Measurement Name Measurement Description Data Collection Category Tracking Bug #
sync_event Event to record an instance of sync backend activity initiated by client. Cat 2: Interaction Data https://bugzilla.mozilla.org/show_bug.cgi?id=1923967
hashed_fxa_uid Sync user identifier. Uses `hashed_fxa_uid` for accurate count of sync actions. This is the Firefox Accounts (FxA) User Identifier (UID) value passed through a SHA-256 hash to render a value that is unique, but ensures the privacy of the original UID. A single user could make numerous sync actions in a given time and this id is required to ensure only a single count of daily active use is made, given a number of actions. Cat 2: Interaction Data https://bugzilla.mozilla.org/show_bug.cgi?id=1923967
hashed_device_id Hashed identifier of device. This is necessary to correlate postential users that do not want telemetry tracking of this sort. The "deletion-request" ping within clint-side sync is the most likely mechanism to ensure associative removal of data. Cat 2: Interaction Data https://bugzilla.mozilla.org/show_bug.cgi?id=1923967
platform Platform from which sync action was initiated: Firefox Desktop, Fenix (Android), or Firefox iOS. Cat 1: Technical Data https://bugzilla.mozilla.org/show_bug.cgi?id=1923967
device_family Type of device being used to make Sync action. Desktop PC, Tablet, Mobile. Cat 1: Technical Data https://bugzilla.mozilla.org/show_bug.cgi?id=1923967
submission_timestamp Glean internal submission timestamp of metric ping. Cat 1: Technical Data https://bugzilla.mozilla.org/show_bug.cgi?id=1923967
  1. Please provide a link to the documentation for this data collection which describes the ultimate data set in a public, complete, and accurate way.
  1. How long will this data be collected? Choose one of the following:
  • We will retain the data at present for 1 year, as defaulted within Glean, however we can modify the Probe Scraper configuration should we deem the collection period to be shorter.
  • We will want to at least retain the trends and counts of usage for at least one year.
  1. What populations will you measure?
  • We will measure all active use of Sync (attributed from the server-side). This includes all countries, locales and release channels which Sync is used.
  1. If this data collection is default on, what is the opt-out mechanism for users?
  • Our initial plan for opting out of collection would invovle the client side "deletion-request" ping. This uses the hashed_device_id value referenced above to remove entries that are liked to the user's Firefox Account.
  • Alternatively, opting out would involve a user not being signed into Sync as a service. Since there is no active attribution that could identify a user, especially since we are using a hash value and generalized collection representation, there is not an immediate user concern.
  1. Please provide a general description of how you will analyze this data.

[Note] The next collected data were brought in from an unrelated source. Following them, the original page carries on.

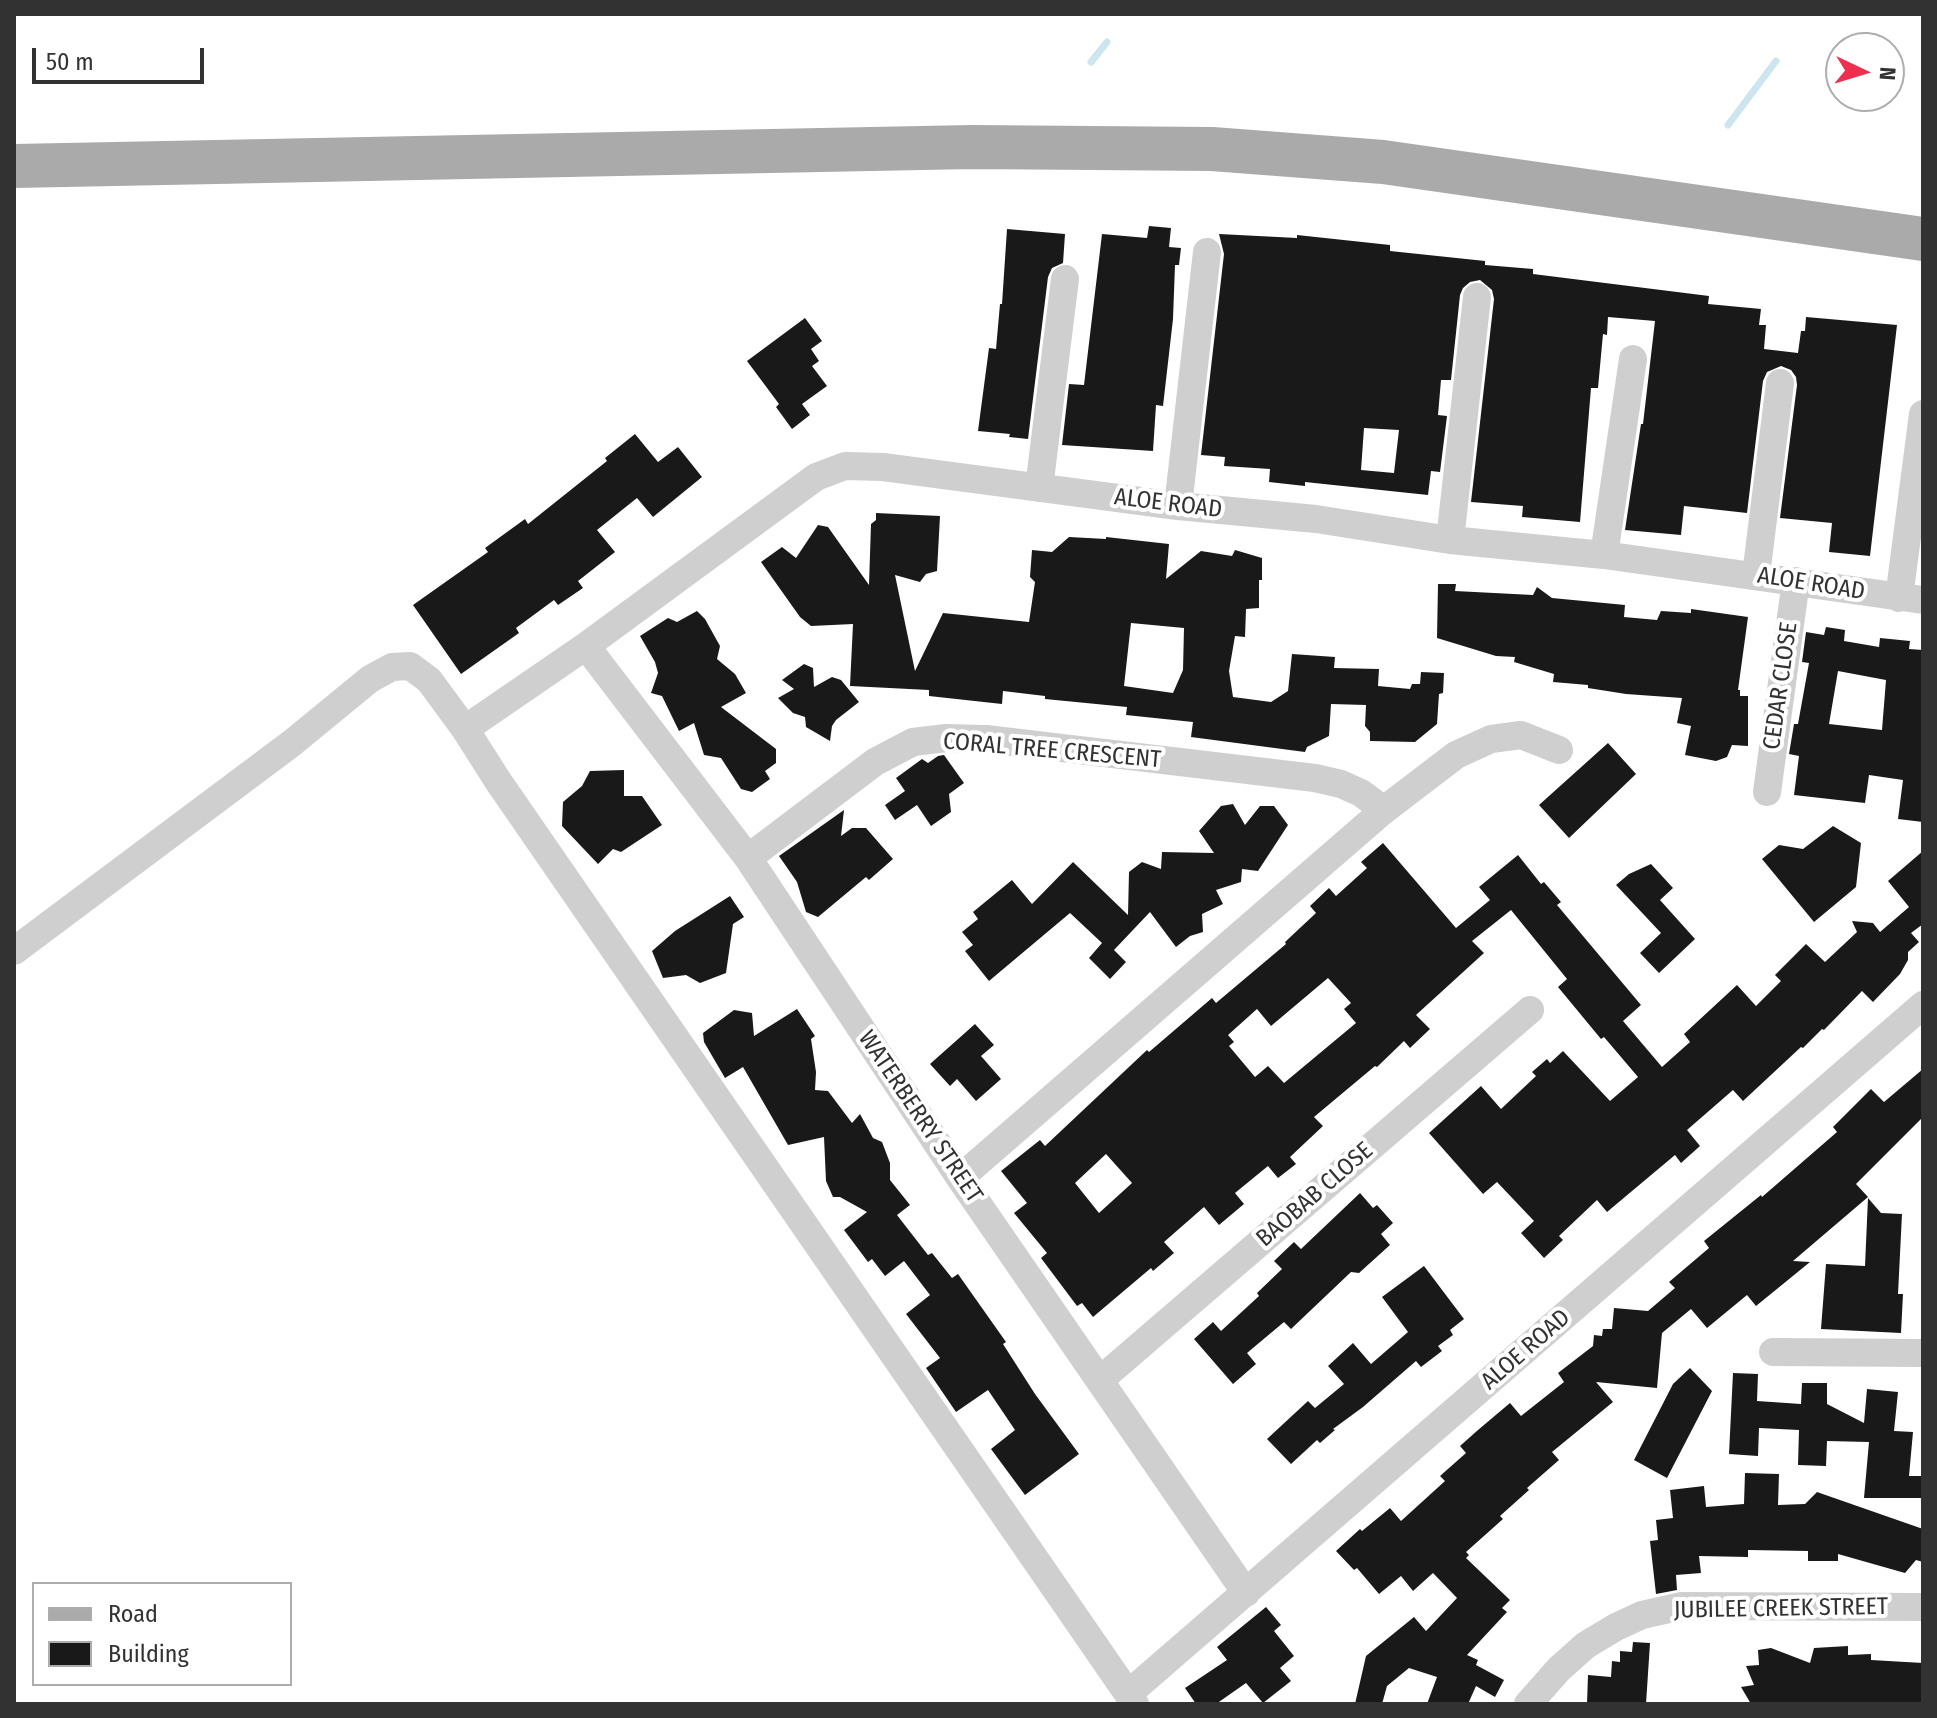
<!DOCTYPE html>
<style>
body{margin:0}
#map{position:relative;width:1937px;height:1718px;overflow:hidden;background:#fff;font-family:"Fira Sans Condensed",sans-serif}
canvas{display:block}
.frame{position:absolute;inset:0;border:16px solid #323232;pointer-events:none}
.legend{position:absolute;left:32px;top:1582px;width:260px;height:104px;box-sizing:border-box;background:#fff;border:2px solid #adadad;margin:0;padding:10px 14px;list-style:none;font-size:24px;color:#323232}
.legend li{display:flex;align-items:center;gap:16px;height:40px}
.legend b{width:40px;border:2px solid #adadad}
.north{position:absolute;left:1825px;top:32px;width:80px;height:80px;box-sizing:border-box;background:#fff;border:2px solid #adadad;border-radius:50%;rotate:94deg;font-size:22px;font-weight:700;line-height:32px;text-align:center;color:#323232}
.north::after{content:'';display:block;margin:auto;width:28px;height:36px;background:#ee2f4e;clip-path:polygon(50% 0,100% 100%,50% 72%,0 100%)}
.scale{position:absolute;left:32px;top:48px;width:172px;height:36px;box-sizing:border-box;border:4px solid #323232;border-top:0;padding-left:10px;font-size:24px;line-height:28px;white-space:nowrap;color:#323232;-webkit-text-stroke:6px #fff;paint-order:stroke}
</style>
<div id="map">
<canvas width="1937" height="1718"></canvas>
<div class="frame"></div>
<ul class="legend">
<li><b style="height:10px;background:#aaa"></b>Road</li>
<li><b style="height:22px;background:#191919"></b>Building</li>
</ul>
<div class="north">N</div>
<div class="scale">50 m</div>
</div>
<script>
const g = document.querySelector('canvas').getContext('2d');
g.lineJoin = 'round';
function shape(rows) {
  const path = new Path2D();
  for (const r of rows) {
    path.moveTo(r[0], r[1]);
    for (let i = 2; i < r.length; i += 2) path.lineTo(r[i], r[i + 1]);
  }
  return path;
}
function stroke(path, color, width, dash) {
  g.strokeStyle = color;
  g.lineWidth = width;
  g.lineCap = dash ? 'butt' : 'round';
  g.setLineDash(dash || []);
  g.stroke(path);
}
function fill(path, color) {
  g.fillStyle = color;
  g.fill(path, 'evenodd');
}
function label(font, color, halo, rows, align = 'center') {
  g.font = font + ' "Fira Sans Condensed",sans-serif';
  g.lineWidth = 8;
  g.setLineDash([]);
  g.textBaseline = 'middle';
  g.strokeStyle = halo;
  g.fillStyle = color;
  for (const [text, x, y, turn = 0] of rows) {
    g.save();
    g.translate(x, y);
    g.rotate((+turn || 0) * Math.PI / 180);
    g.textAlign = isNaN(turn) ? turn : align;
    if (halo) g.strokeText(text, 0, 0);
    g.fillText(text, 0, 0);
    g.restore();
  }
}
const stream = shape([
 [1091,62,1107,42],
 [1728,125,1776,61]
]);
const building = shape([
 [1149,226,1171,228,1169,247,1181,248,1179,265,1175,265,1173,319,1163,406,1156,405,1153,451,1062,445,1069,384,1084,385,1102,234,1147,238],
 [1007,229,1065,234,1063,263,1052,268,1048,277,1028,439,1009,437,1010,434,978,431,989,348,996,349,1000,304,1002,304],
 [1219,234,1297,238,1297,235,1390,245,1390,251,1485,261,1485,265,1533,269,1533,274,1709,296,1708,304,1761,309,1759,325,1766,325,1764,349,1798,353,1801,331,1805,331,1806,317,1897,325,1870,556,1829,552,1832,523,1780,518,1797,385,1796,377,1791,370,1781,366,1767,372,1763,381,1747,513,1684,506,1681,535,1625,530,1641,424,1643,424,1655,321,1608,317,1607,335,1603,334,1598,388,1591,388,1580,522,1522,517,1523,506,1471,502,1494,299,1492,290,1480,280,1470,282,1463,288,1460,295,1451,380,1441,380,1438,415,1447,416,1440,472,1431,471,1428,495,1305,482,1305,486,1269,482,1270,469,1224,466,1225,457,1201,455,1224,254],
 [1364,428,1399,430,1394,473,1361,470],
 [805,318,822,341,811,349,819,361,812,366,827,386,802,404,810,415,792,429,776,407,779,404,747,361],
 [635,434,658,462,678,447,702,477,653,517,637,498,597,530,615,552,578,581,583,588,558,605,554,600,516,628,519,633,461,674,413,605,488,552,485,548,525,519,528,524,607,461,605,458],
 [876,513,940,516,937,571,926,574,920,582,895,575,915,671,943,613,1029,622,1035,582,1030,577,1032,550,1052,552,1069,537,1106,539,1106,537,1169,544,1166,579,1201,551,1232,556,1235,550,1262,558,1262,580,1259,580,1259,608,1246,609,1245,637,1235,636,1229,671,1233,697,1271,702,1288,691,1292,654,1335,657,1334,668,1379,669,1378,686,1410,689,1412,684,1420,684,1421,672,1444,673,1443,693,1439,694,1437,724,1415,742,1370,741,1370,732,1365,726,1366,705,1331,704,1329,736,1307,747,1305,752,1191,737,1193,722,1126,715,1127,707,1045,699,1045,696,1003,691,1002,704,929,696,929,690,850,686,853,624,811,626,800,617,761,562,782,547,796,558,818,525,828,527,869,585,871,524,876,520],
 [1131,623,1184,628,1183,670,1173,693,1124,686],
 [1438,584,1456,584,1455,591,1533,595,1537,587,1552,598,1625,605,1624,617,1657,620,1661,611,1691,613,1691,609,1748,617,1738,690,1740,690,1740,696,1748,696,1748,746,1732,745,1727,757,1716,761,1685,755,1691,726,1677,723,1682,698,1626,694,1588,688,1588,685,1553,682,1554,674,1514,662,1515,657,1496,656,1437,638],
 [697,611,705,619,720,646,717,659,735,674,746,693,721,707,776,749,776,763,765,771,770,779,752,792,741,789,721,758,704,755,694,723,679,731,662,696,651,693,658,673,655,662,640,636,668,618,677,622],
 [1826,627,1845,630,1844,641,1879,647,1880,638,1910,641,1909,649,1923,650,1923,822,1898,819,1903,780,1869,775,1865,803,1794,795,1799,756,1789,754,1794,724,1798,724,1809,663,1802,662,1806,632,1824,635],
 [1838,671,1886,680,1882,730,1829,724],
 [804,664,813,668,814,687,832,677,841,680,859,702,836,720,832,726,830,741,806,727,805,717,793,713,778,698,794,689,782,680],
 [1608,743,1636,774,1569,838,1539,805],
 [944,755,964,783,949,794,951,812,931,826,917,805,895,820,885,805,905,791,896,778,922,759,928,763,938,756],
 [624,770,624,796,642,796,662,825,621,852,613,849,598,864,562,826,563,802,582,786,590,771],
 [1233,804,1245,825,1260,806,1274,806,1288,825,1258,871,1242,869,1241,882,1216,890,1223,904,1202,914,1203,932,1190,936,1176,947,1150,912,1114,950,1126,962,1110,979,1089,958,1102,943,1070,913,989,981,965,951,973,945,962,932,978,919,973,912,1012,880,1032,904,1073,862,1128,915,1129,872,1142,862,1161,869,1162,852,1214,853,1199,831,1221,806],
 [844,810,841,836,852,828,866,828,893,859,869,880,866,877,818,917,806,912,797,882,779,856],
 [1833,826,1861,843,1856,887,1814,922,1762,859,1779,845,1803,849],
 [1383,843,1456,928,1490,900,1479,887,1518,855,1541,884,1544,882,1561,902,1557,905,1641,1005,1623,1021,1662,1067,1690,1042,1684,1034,1737,985,1756,1006,1781,981,1775,975,1806,944,1825,962,1857,932,1852,921,1873,923,1880,932,1909,907,1888,881,1923,851,1923,924,1911,933,1919,942,1908,952,1908,960,1900,974,1873,1002,1862,991,1824,1030,1822,1029,1803,1048,1801,1047,1743,1101,1733,1090,1687,1130,1700,1146,1681,1163,1675,1155,1607,1212,1597,1200,1559,1236,1563,1240,1544,1258,1521,1233,1534,1221,1497,1182,1483,1194,1429,1133,1481,1086,1501,1109,1536,1076,1532,1072,1547,1059,1550,1063,1563,1051,1610,1101,1638,1077,1604,1037,1601,1039,1558,987,1567,979,1511,910,1472,941,1484,953,1416,1015,1430,1029,1410,1048,1404,1041,1377,1067,1375,1066,1314,1117,1323,1126,1290,1157,1296,1164,1278,1178,1268,1166,1235,1193,1244,1204,1219,1225,1204,1207,1164,1242,1174,1253,1153,1271,1151,1268,1093,1317,1082,1303,1077,1306,1041,1258,1047,1253,1014,1213,1027,1203,1001,1171,1040,1140,1045,1146,1147,1050,1149,1052,1212,998,1216,1003,1286,944,1285,942,1316,913,1310,906,1329,888,1336,896,1367,868,1361,862],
 [1328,978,1351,1003,1344,1009,1356,1023,1284,1083,1268,1066,1255,1077,1229,1046,1234,1042,1228,1035,1257,1009,1271,1026],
 [1106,1154,1132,1183,1099,1213,1075,1183],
 [1651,864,1673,888,1660,900,1695,939,1659,973,1640,953,1661,933,1616,885,1629,874],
 [730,896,744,917,733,924,726,973,700,983,686,975,663,978,652,951,675,931],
 [797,1009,815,1036,811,1039,816,1072,815,1090,828,1091,852,1123,860,1114,873,1138,882,1142,890,1163,890,1180,910,1205,897,1215,928,1255,932,1253,952,1278,958,1274,1006,1342,1003,1344,1035,1394,1079,1454,1025,1495,991,1449,1015,1430,988,1390,956,1412,926,1368,940,1358,906,1314,930,1295,904,1261,885,1276,872,1259,868,1262,844,1230,867,1212,840,1197,833,1197,826,1181,824,1137,788,1145,743,1067,725,1078,704,1042,703,1033,734,1010,752,1013,754,1036],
 [975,1024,994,1045,981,1056,1001,1079,976,1101,957,1079,950,1086,930,1064],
 [1923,1069,1923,1117,1856,1184,1868,1197,1793,1261,1810,1262,1756,1306,1747,1295,1707,1328,1691,1309,1662,1333,1657,1388,1596,1382,1613,1402,1552,1452,1559,1460,1527,1488,1529,1490,1500,1516,1503,1519,1466,1552,1469,1555,1466,1558,1510,1600,1502,1608,1507,1612,1467,1655,1478,1660,1476,1665,1504,1680,1495,1697,1476,1686,1468,1704,1427,1704,1437,1677,1409,1668,1387,1686,1382,1704,1355,1704,1366,1656,1414,1617,1426,1631,1457,1598,1433,1573,1413,1591,1401,1576,1379,1594,1357,1568,1354,1570,1336,1551,1360,1529,1362,1531,1390,1508,1401,1521,1445,1481,1440,1476,1466,1453,1460,1446,1478,1430,1510,1403,1521,1416,1564,1382,1558,1373,1593,1346,1594,1335,1602,1336,1603,1329,1612,1329,1614,1308,1648,1311,1675,1288,1669,1282,1709,1248,1704,1241,1761,1195,1762,1197,1837,1132,1833,1127,1871,1089,1884,1102],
 [1360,1193,1373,1208,1377,1205,1393,1223,1381,1234,1390,1245,1359,1273,1351,1272,1291,1329,1284,1322,1247,1353,1256,1364,1233,1384,1194,1339,1213,1322,1221,1331,1259,1296,1257,1293,1282,1269,1274,1261,1294,1242,1301,1249],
 [1868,1198,1881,1213,1902,1214,1898,1294,1903,1294,1901,1333,1821,1329,1826,1264,1865,1266],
 [1424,1266,1464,1319,1450,1330,1453,1335,1438,1346,1442,1351,1421,1367,1416,1361,1363,1407,1333,1429,1335,1430,1320,1443,1317,1440,1291,1464,1267,1439,1308,1401,1315,1408,1344,1384,1328,1366,1353,1343,1371,1364,1408,1332,1382,1297],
 [1690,1368,1712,1391,1667,1478,1634,1460,1673,1384],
 [1733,1373,1758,1374,1757,1401,1801,1404,1802,1383,1827,1383,1827,1404,1864,1423,1867,1389,1898,1392,1894,1431,1913,1432,1909,1476,1923,1476,1923,1498,1864,1498,1869,1442,1827,1441,1826,1466,1798,1465,1799,1430,1759,1428,1758,1456,1729,1454],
 [1745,1473,1779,1474,1778,1505,1805,1504,1817,1492,1923,1529,1923,1562,1916,1560,1905,1573,1838,1554,1838,1561,1808,1561,1808,1551,1748,1550,1748,1557,1699,1556,1701,1573,1676,1575,1677,1590,1656,1594,1650,1541,1658,1540,1656,1520,1673,1518,1670,1490,1704,1486,1706,1507,1744,1504],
 [1266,1607,1281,1625,1274,1631,1294,1656,1280,1668,1291,1681,1263,1703,1246,1683,1216,1704,1196,1704,1185,1688,1227,1660,1217,1647],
 [1633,1642,1650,1643,1646,1704,1587,1704,1588,1675,1611,1677,1612,1661,1620,1662,1620,1651,1632,1652],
 [1848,1646,1848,1655,1871,1654,1871,1660,1923,1663,1923,1704,1751,1704,1741,1687,1754,1685,1746,1666,1759,1665,1758,1650,1771,1648,1810,1663,1814,1648]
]);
const minor = shape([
 [1039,488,1065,279],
 [1178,506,1207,252],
 [1450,540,1477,297],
 [1604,555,1633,359],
 [1756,575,1780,383],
 [1899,598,1923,414],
 [586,646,748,858,960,1178,1246,1593],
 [465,729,586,646,816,477,845,466,883,467,1178,506,1316,519,1450,540,1604,555,1923,600],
 [1767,792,1796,581],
 [748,858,875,762,913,742,946,738,986,739,1315,778,1341,784,1361,793,1384,810],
 [14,951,292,743,370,679,392,667,410,666,429,680,465,729,498,781,1135,1704],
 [960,1178,1384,810,1456,755,1491,739,1521,735,1559,750],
 [1773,1352,1923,1353],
 [1100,1380,1530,1010],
 [1128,1694,1923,1005],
 [1528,1704,1559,1669,1586,1645,1616,1627,1642,1615,1682,1606,1923,1607]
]);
const primary = shape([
 [14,166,972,147,1212,149,1383,162,1923,239]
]);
const streetNames = [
 ["ALOE ROAD",1168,504,7],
 ["ALOE ROAD",1811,584,9],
 ["CEDAR CLOSE",1781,686,-82],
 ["CORAL TREE CRESCENT",1052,751,5],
 ["WATERBERRY STREET",920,1117,56],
 ["BAOBAB CLOSE",1315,1195,-41],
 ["ALOE ROAD",1526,1350,-41],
 ["JUBILEE CREEK STREET",1781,1609,-1]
];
stroke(stream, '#cce5ef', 7);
fill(building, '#191919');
stroke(minor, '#cfcfcf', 28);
stroke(primary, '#aaa', 44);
label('24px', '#323232', '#fff', streetNames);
</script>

  • Measurement of Daily Active Use:
  • Based on the individual unique user_id (hashed_fxa_uid), we will count a single active user when, during a 24-hour period, the user makes a request to any collection within their Sync account (including bookmarks, tabs, prefs, etc.). Note we are using a value derived from the user_id, not the user_id itself. This value is passed through a SHA-256 hash to render a value that is unique, but ensures the privacy of the original user_id.

  • A user that initiates multiple requests to the same collection or other collections will only be counted once. This is why the unique hashed_fxa_uid is required to derive uniqueness. Active use can also be across several devices, so an accompanying platform key defines whether the user initiated the action on Desktop, iOS or Android. Device family, whether desktop, tablet, or mobile will also be of interest. Actions taken across multiple platforms for the same user should only count as an active user once, within a 24-hour period.

  1. Where do you intend to share the results of your analysis?
  • The Sync Ecosystem Team, related product partners, and the broader PXI organization will use this data.
  • We will be using Glean for our telemetry emission, aggregation and analysis. Queries will be defined through Google BigQuery and visualized using Glean's provided tools.
  1. Is there a third-party tool (i.e. not Glean or Telemetry) that you are proposing to use for this data collection? If so:
  • No, since we are using Glean, this is internal.